Vita v. City of Lake Charles

106 So. 3d 232, 12 La.App. 3 Cir. 594, 2012 WL 6178207, 2012 La. App. LEXIS 1628
CourtLouisiana Court of Appeal
DecidedDecember 12, 2012
DocketNo. 12-594
StatusPublished
Cited by1 cases

This text of 106 So. 3d 232 (Vita v. City of Lake Charles) is published on Counsel Stack Legal Research, covering Louisiana Court of Appeal primary law. Counsel Stack provides free access to over 12 million legal documents including statutes, case law, regulations, and constitutions.

Bluebook
Vita v. City of Lake Charles, 106 So. 3d 232, 12 La.App. 3 Cir. 594, 2012 WL 6178207, 2012 La. App. LEXIS 1628 (La. Ct. App. 2012).

Opinion

GENOVESE, Judge.

Lin this workers’ compensation case, Defendant/Employer, the City of Lake Charles (City), appeals the judgment of the Office of Workers’ Compensation in favor of Plaintiff/Employee, Monica Vita, finding she suffered a compensable lumbar injury during the course and scope of her employment. Ms. Vita has answered the appeal relative to the denial of her claim for penalties and attorney fees. For the reasons that follow, we affirm in part, reverse in part, and render.

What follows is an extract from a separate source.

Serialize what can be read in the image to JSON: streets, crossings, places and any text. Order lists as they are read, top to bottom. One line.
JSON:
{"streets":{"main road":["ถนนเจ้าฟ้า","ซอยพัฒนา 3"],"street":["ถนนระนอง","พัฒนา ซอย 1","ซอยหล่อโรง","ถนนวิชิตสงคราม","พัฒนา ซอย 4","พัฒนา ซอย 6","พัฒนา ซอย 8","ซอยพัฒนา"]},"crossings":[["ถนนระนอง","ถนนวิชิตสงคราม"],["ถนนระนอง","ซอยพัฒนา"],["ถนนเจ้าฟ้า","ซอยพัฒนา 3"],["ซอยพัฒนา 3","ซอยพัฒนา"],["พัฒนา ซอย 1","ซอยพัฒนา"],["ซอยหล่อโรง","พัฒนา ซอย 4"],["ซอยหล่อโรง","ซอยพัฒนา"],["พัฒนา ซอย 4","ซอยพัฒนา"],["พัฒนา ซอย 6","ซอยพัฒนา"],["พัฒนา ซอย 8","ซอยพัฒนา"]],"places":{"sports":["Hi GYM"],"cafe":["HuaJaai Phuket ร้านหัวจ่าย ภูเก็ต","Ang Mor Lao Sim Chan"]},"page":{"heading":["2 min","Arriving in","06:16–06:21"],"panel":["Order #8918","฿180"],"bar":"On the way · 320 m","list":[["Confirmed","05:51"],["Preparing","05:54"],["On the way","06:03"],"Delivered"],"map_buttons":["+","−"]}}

FACTS AND PROCEDURAL HISTORY

Ms. Vita was injured in the course and scope of her employment with the City when she fell from a ladder on March 4, 2008. The City instituted payment of medical and indemnity benefits. An issue arose during the course of Ms. Vita’s medical treatment which prompted the filing of a Disputed Claim for Compensation when the City did not authorize medical treatment for her lower back; however, the City continued to pay Ms. Vita indemnity benefits and medical expenses resulting from the neck injury which she sustained. Thus, the only issues adjudicated at trial on October 6, 2011, were whether Ms. Vita’s lumbar complaints were causally related to her work accident and whether she was entitled to penalties and attorney fees for the City’s nonpayment of these medical expenses.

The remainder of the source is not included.